Une alchimie inexplicable associe l’artiste à son adorateur. Il est ainsi des artistes dont la voix, la présence, le timbre, le style, l’implication émotionnelle et scénique bouleversent le cœur et l’âme du fou d’opéra : Roman Burdenko appartient à ceux-là. Son Enrico dans Lucia di Lammermoor à Lille, en 2013, fut un coup de foudre personnel. Présent ensuite à la Philharmonie de Paris pour une tétralogie restée dans toutes les mémoires, il avait délivré un Alberich absolu, sans aucune comparaison possible, fût-ce en regard de gloires ancestrales. Son Scarpia à la Bastille en 2022 avait réussi ensuite le tour de force d’unir un galbe vocal hallucinant de perfection et d’impact à une incarnation d’une classe infinie. Au fil des saisons, le chanteur s’est imposé sur les nombreuses scènes lyriques comme un baryton verdien de tout premier rang. L’an dernier, il nous avait coup sur coup subjugué en Monforte à la Scala, puis en Nabucco à Genève.
Le voici couronné roi d’Ecosse à Berlin et l’ovation qui l’a (ac)cueilli devant le rideau conclusif confirme l’évidence. Il faut dire que tout s’avère admirable dans cette performance : le suivi scrupuleux mais jamais scolaire d’une palette de nuances infinies intégrée à un chant qui donne l’illusion de la spontanéité ; le jeu de colorations qui entraîne l’auditeur vers un kaléidoscope d’émotions culminant dans un « Pietà, rispetto, amore » au-delà du sublime avec sa bascule pathétique sur « nè sul tuo reggio sasso » ; l’ampleur d’une voix de bronze (le fa aigu du “sol la bestemmia” ? un coup de canon dans la salle !) au timbre dense et profond, émise avec une absence totale de sombrage artificiel, dans une clarté, une pureté technique qui laissent entendre jusqu’aux murmures ; la sensibilité qui transparaît dans chaque geste, chaque expression du visage.

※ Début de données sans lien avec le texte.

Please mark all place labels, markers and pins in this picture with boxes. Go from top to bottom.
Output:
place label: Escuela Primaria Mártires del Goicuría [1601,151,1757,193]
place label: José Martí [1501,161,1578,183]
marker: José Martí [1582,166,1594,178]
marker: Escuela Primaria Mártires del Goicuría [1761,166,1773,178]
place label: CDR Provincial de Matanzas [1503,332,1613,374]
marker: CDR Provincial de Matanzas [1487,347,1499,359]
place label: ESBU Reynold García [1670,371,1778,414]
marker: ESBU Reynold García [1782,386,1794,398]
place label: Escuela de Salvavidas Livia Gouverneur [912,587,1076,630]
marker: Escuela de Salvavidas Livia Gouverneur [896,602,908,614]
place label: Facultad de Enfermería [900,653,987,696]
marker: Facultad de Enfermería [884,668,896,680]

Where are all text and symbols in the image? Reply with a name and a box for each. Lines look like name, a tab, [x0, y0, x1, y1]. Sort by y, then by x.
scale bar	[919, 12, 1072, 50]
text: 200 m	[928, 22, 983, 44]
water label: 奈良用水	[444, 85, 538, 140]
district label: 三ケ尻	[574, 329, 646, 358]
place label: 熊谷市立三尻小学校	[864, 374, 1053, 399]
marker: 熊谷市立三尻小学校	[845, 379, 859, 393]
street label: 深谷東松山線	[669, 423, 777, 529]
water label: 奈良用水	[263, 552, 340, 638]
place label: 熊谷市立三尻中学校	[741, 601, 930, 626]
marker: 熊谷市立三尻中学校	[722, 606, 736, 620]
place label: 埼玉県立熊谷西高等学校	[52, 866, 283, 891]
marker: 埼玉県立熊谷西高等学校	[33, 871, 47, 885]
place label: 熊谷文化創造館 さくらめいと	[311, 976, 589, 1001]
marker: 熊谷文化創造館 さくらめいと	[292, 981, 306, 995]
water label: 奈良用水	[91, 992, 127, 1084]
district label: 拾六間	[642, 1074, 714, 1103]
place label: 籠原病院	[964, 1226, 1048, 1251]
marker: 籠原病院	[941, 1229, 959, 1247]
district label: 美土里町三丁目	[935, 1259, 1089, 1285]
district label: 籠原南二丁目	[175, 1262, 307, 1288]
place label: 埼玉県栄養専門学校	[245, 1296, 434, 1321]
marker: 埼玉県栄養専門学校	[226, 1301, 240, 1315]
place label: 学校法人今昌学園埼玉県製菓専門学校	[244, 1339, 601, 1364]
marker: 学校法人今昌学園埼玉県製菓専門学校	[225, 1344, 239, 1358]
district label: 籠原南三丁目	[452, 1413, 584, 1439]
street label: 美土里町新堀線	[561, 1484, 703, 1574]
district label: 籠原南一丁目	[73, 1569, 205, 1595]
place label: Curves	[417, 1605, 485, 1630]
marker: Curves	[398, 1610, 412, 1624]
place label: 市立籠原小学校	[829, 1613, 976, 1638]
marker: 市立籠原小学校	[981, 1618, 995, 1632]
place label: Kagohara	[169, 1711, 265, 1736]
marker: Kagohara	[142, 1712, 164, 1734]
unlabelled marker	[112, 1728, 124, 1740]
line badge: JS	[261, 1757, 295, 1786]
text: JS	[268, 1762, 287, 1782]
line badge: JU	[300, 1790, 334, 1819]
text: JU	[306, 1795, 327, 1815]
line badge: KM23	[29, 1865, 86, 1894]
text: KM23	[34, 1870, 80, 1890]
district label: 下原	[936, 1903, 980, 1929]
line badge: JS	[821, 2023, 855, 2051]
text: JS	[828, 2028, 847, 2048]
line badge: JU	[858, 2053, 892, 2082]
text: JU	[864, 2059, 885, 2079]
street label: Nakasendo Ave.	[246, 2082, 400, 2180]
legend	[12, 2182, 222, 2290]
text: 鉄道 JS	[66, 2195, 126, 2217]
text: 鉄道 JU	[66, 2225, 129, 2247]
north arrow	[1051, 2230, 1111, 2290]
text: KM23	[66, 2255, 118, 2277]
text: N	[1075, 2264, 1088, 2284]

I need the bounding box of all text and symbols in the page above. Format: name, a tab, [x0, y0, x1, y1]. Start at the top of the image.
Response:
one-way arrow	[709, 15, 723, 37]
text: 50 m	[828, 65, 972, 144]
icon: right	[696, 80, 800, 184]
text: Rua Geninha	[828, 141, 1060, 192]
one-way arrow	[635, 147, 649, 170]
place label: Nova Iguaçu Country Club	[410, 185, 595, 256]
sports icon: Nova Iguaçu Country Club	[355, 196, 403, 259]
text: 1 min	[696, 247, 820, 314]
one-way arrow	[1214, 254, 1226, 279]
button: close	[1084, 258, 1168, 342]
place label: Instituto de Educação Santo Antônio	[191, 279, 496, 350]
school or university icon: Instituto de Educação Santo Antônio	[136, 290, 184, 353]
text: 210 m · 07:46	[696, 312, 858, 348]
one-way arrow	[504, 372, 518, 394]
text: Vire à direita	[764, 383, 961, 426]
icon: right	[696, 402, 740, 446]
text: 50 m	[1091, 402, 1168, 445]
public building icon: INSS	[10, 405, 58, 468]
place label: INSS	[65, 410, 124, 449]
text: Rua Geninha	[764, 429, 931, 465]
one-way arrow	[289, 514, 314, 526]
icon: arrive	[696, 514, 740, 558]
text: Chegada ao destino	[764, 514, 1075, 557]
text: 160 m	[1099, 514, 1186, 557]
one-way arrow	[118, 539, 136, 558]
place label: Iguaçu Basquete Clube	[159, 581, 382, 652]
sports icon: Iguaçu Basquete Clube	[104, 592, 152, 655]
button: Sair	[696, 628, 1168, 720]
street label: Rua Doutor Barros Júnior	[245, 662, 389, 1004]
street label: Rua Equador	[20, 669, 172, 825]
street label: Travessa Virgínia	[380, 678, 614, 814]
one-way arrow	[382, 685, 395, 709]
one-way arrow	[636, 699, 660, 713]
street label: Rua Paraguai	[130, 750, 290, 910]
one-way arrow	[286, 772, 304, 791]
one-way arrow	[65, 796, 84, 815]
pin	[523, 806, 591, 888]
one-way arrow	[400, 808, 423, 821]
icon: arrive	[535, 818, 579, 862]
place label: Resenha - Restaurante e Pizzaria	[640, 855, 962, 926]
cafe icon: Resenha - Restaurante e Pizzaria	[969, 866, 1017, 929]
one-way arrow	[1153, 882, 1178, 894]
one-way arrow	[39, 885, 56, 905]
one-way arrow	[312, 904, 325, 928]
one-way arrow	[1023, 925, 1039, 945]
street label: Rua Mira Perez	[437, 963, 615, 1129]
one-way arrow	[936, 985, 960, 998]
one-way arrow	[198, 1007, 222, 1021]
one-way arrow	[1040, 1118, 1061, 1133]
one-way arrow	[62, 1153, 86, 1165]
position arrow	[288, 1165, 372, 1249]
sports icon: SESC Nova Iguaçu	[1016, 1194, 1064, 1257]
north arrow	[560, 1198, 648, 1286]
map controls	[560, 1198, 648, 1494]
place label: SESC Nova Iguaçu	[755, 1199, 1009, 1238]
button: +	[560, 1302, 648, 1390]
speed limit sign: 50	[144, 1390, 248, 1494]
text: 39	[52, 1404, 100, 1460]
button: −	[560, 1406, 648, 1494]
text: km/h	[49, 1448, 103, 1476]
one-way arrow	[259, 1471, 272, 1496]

Quelle scène du banquet ! Quel troisième acte ! Le montage musical choisi permet même d’entendre la scène « mal per me » conclusive dans la version de 1847. Roman Burdenko y atteint des sommets qui honorent Verdi : déclamation mordante, variations dynamiques, pathos et impact sidérant d’une voix qui remplit l’espace. Paris l’attend dès le 1er décembre pour Rigoletto : espérons que le public saura fêter un tel artiste comme il se doit !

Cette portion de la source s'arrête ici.